Last week, Brendan O’Neill described in this magazine how students regulate ‘unacceptable’ political views with ‘no platform’ policies, safe spaces and trigger warnings. Two weeks ago a student Latin course (Reading Latin, P. Jones and K. Sidwell) was ‘outed’ by an American PhD student, because the text featured three goddesses, each confidently stripping off, determined to win the golden apple from Paris, and two rapes. Such ‘offensive’ choices, she said, did not help the cause of Latin, ‘or make the historically racist and classist discipline of classics any more accessible’.
Both rapes featured in a foundation myth of early Roman history. The most important was that of Lucretia by Sextus, son of king Tarquinius Superbus (‘the arrogant’).
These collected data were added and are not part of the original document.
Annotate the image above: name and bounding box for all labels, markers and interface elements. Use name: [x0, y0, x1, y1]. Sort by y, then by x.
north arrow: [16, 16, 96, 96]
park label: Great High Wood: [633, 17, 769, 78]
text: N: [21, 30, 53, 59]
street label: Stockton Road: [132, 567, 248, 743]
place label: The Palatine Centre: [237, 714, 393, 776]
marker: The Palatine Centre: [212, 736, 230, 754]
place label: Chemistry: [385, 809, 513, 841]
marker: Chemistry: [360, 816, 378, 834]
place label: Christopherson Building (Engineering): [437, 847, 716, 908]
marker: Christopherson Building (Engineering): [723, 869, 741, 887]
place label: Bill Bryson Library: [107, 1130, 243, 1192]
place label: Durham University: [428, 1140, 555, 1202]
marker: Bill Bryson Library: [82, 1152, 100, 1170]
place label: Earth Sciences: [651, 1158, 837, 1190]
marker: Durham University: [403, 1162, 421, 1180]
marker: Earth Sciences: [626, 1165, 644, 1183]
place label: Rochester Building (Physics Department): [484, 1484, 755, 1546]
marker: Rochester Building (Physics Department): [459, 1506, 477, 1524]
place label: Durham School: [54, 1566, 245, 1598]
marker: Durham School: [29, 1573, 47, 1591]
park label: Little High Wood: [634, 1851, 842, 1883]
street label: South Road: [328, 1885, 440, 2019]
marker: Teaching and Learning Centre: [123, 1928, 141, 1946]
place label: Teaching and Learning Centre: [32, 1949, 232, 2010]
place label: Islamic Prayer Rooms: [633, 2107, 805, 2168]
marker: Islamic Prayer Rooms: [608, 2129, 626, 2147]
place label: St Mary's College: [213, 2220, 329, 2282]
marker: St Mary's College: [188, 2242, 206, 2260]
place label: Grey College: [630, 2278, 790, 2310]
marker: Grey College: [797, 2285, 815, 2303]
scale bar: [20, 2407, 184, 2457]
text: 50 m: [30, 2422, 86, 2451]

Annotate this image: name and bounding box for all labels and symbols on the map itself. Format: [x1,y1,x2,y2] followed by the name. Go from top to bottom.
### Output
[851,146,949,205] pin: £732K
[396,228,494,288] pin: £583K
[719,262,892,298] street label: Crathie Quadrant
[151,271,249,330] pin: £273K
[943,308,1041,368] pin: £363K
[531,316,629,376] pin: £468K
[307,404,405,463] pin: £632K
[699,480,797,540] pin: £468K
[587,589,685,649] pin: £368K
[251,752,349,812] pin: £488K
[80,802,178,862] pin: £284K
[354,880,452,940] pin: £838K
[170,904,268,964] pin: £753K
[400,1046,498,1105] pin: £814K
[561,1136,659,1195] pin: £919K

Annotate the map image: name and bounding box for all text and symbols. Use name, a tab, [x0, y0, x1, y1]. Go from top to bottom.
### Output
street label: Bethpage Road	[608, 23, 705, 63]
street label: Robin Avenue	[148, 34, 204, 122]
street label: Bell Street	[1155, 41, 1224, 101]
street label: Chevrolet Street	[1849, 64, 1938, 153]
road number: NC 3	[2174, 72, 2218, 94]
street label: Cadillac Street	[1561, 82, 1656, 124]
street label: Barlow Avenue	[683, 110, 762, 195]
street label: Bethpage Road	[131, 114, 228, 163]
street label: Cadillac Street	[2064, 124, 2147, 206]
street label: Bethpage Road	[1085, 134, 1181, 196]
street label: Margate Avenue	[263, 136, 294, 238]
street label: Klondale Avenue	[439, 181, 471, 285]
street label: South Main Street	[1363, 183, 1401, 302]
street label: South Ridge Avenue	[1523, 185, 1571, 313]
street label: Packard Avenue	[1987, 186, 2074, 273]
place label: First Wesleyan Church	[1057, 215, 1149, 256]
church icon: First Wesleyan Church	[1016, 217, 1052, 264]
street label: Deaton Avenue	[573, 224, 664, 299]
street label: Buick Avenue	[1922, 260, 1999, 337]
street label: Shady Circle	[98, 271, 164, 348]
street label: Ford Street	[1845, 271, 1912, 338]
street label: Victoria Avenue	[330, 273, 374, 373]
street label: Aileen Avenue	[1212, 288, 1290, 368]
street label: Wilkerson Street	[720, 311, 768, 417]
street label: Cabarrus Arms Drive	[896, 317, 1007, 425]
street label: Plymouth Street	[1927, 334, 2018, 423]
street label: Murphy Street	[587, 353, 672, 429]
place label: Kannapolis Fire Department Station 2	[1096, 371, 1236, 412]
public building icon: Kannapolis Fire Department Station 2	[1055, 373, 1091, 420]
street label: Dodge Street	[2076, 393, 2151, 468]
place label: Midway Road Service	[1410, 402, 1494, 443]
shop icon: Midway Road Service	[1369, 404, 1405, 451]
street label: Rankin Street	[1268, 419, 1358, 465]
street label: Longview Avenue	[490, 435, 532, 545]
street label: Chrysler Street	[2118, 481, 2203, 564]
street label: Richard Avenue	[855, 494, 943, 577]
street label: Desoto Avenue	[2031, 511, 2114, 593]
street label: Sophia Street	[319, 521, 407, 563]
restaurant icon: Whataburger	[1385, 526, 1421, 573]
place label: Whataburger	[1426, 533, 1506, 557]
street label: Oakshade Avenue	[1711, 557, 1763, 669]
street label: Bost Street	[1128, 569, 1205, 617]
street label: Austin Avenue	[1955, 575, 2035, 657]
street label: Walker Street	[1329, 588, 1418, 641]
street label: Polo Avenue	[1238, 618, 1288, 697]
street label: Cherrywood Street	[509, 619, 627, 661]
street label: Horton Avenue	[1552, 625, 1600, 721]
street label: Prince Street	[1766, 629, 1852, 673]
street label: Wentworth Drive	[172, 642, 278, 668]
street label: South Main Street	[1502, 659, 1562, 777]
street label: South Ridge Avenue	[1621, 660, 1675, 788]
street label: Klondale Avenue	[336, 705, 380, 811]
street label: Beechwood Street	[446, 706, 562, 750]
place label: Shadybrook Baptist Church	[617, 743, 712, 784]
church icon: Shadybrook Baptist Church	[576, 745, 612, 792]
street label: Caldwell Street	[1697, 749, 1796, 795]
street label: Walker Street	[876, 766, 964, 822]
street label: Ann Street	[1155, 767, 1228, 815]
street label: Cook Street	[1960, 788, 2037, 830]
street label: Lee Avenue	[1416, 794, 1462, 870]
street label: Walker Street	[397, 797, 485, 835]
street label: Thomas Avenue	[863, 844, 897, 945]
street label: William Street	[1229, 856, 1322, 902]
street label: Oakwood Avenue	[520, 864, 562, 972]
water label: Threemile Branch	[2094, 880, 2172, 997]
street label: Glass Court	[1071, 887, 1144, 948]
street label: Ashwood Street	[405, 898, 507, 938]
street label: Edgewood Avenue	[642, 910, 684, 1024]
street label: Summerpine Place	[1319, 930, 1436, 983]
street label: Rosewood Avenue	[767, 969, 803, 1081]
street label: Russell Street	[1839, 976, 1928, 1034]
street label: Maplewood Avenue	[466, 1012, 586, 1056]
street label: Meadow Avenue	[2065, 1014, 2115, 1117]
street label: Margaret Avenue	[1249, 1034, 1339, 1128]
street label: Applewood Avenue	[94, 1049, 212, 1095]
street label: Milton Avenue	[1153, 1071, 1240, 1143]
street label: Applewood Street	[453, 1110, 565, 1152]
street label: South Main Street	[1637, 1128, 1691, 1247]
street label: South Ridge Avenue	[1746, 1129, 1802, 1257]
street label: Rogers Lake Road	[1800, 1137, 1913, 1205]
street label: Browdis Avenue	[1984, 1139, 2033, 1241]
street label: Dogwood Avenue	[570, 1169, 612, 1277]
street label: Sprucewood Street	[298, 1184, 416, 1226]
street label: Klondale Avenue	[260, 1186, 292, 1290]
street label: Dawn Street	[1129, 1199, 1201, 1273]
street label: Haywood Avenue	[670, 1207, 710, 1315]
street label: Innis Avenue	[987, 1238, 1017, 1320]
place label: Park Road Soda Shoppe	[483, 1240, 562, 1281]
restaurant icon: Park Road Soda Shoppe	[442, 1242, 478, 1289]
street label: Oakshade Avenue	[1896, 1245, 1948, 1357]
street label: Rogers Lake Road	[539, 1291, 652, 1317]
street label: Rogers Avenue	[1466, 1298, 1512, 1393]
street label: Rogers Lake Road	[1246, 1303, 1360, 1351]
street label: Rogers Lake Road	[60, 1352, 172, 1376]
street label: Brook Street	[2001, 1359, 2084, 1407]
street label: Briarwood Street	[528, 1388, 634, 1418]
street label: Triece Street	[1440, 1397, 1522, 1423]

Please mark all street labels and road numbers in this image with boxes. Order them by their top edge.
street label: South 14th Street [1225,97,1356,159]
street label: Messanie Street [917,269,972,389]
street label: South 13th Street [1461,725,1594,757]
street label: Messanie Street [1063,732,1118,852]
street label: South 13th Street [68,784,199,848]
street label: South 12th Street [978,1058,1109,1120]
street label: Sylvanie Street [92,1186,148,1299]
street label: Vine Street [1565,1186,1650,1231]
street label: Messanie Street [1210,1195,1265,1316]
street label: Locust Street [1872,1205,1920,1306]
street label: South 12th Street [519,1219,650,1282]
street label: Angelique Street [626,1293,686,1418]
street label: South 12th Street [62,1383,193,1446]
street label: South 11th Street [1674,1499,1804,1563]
After explaining the situation to her husband and father, Lucretia said: ‘But while my body alone is violated, my mind is innocent. My death will bear witness to that.’ They urged her to desist: ‘It is the mind that sins, not the body; where there is no intention, there is no blame.’ She replied: ‘I acquit myself of wrongdoing, but do not absolve myself from punishment. Never shall any unchaste woman live because of Lucretia’s example.’ With that, she stabbed herself to death. Enraged Romans drove out the Tarquinii and the republic was founded.
Roman males demonstrated their ultimate heroism by self-sacrifice in battle in the name of the Roman state; Lucretia hers by her commitment to her ‘battlefield’ — the sanctity of the Roman family. Christian thinkers such as St Jerome applauded her. St Augustine disagreed: to value chastity above life was usurping God’s authority.
Ian Donaldson’s book The Rapes of Lucretia (1982) explores in great detail the uses of this myth and the nature of heroism down the millennia. That is what historians do — interrogate the past.